- **Data**:
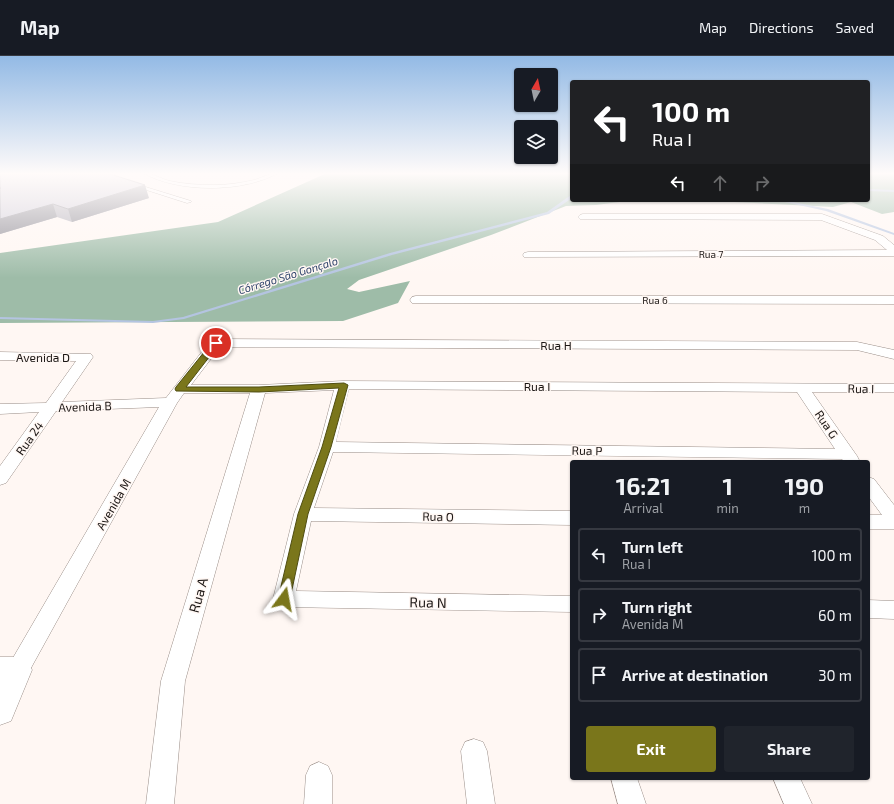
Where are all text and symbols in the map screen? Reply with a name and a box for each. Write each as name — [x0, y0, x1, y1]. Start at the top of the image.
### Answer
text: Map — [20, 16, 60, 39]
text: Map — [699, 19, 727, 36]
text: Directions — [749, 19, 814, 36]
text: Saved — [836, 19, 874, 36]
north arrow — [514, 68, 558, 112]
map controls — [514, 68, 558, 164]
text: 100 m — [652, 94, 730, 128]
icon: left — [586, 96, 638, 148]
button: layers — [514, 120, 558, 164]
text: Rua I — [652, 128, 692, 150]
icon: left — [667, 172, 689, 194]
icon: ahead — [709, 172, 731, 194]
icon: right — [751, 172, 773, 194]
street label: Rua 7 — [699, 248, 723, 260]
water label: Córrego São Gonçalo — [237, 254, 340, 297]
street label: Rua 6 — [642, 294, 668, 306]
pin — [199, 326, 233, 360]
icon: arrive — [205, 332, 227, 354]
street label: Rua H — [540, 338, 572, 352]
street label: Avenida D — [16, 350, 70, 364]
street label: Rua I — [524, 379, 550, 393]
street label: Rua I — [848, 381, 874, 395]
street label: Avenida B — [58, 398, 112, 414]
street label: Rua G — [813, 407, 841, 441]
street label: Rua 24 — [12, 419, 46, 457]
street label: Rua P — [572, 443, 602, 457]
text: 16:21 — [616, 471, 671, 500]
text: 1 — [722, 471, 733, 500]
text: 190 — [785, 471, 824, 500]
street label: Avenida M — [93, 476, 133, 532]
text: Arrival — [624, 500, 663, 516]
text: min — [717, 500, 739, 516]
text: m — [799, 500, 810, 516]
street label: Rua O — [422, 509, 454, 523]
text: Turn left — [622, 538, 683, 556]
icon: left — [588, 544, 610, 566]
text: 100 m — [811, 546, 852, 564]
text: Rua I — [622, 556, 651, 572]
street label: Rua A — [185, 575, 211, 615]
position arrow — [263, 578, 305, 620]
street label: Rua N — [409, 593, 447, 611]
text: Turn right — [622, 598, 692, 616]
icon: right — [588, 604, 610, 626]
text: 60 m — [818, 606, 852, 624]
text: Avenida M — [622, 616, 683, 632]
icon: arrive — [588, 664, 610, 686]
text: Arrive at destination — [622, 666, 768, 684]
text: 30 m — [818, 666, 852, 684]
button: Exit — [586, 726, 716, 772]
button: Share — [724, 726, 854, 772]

- **Task to carry out**:
Your copy should hold every record word for word and none of the pictures.

- **Result of this exercise**:
Where are all text and symbols in the map screen? Reply with a name and a box for each. Write each as name — [x0, y0, x1, y1]. Start at the top of the image.
### Answer
text: Map — [20, 16, 60, 39]
text: Map — [699, 19, 727, 36]
text: Directions — [749, 19, 814, 36]
text: Saved — [836, 19, 874, 36]
north arrow — [514, 68, 558, 112]
map controls — [514, 68, 558, 164]
text: 100 m — [652, 94, 730, 128]
icon: left — [586, 96, 638, 148]
button: layers — [514, 120, 558, 164]
text: Rua I — [652, 128, 692, 150]
icon: left — [667, 172, 689, 194]
icon: ahead — [709, 172, 731, 194]
icon: right — [751, 172, 773, 194]
street label: Rua 7 — [699, 248, 723, 260]
water label: Córrego São Gonçalo — [237, 254, 340, 297]
street label: Rua 6 — [642, 294, 668, 306]
pin — [199, 326, 233, 360]
icon: arrive — [205, 332, 227, 354]
street label: Rua H — [540, 338, 572, 352]
street label: Avenida D — [16, 350, 70, 364]
street label: Rua I — [524, 379, 550, 393]
street label: Rua I — [848, 381, 874, 395]
street label: Avenida B — [58, 398, 112, 414]
street label: Rua G — [813, 407, 841, 441]
street label: Rua 24 — [12, 419, 46, 457]
street label: Rua P — [572, 443, 602, 457]
text: 16:21 — [616, 471, 671, 500]
text: 1 — [722, 471, 733, 500]
text: 190 — [785, 471, 824, 500]
street label: Avenida M — [93, 476, 133, 532]
text: Arrival — [624, 500, 663, 516]
text: min — [717, 500, 739, 516]
text: m — [799, 500, 810, 516]
street label: Rua O — [422, 509, 454, 523]
text: Turn left — [622, 538, 683, 556]
icon: left — [588, 544, 610, 566]
text: 100 m — [811, 546, 852, 564]
text: Rua I — [622, 556, 651, 572]
street label: Rua A — [185, 575, 211, 615]
position arrow — [263, 578, 305, 620]
street label: Rua N — [409, 593, 447, 611]
text: Turn right — [622, 598, 692, 616]
icon: right — [588, 604, 610, 626]
text: 60 m — [818, 606, 852, 624]
text: Avenida M — [622, 616, 683, 632]
icon: arrive — [588, 664, 610, 686]
text: Arrive at destination — [622, 666, 768, 684]
text: 30 m — [818, 666, 852, 684]
button: Exit — [586, 726, 716, 772]
button: Share — [724, 726, 854, 772]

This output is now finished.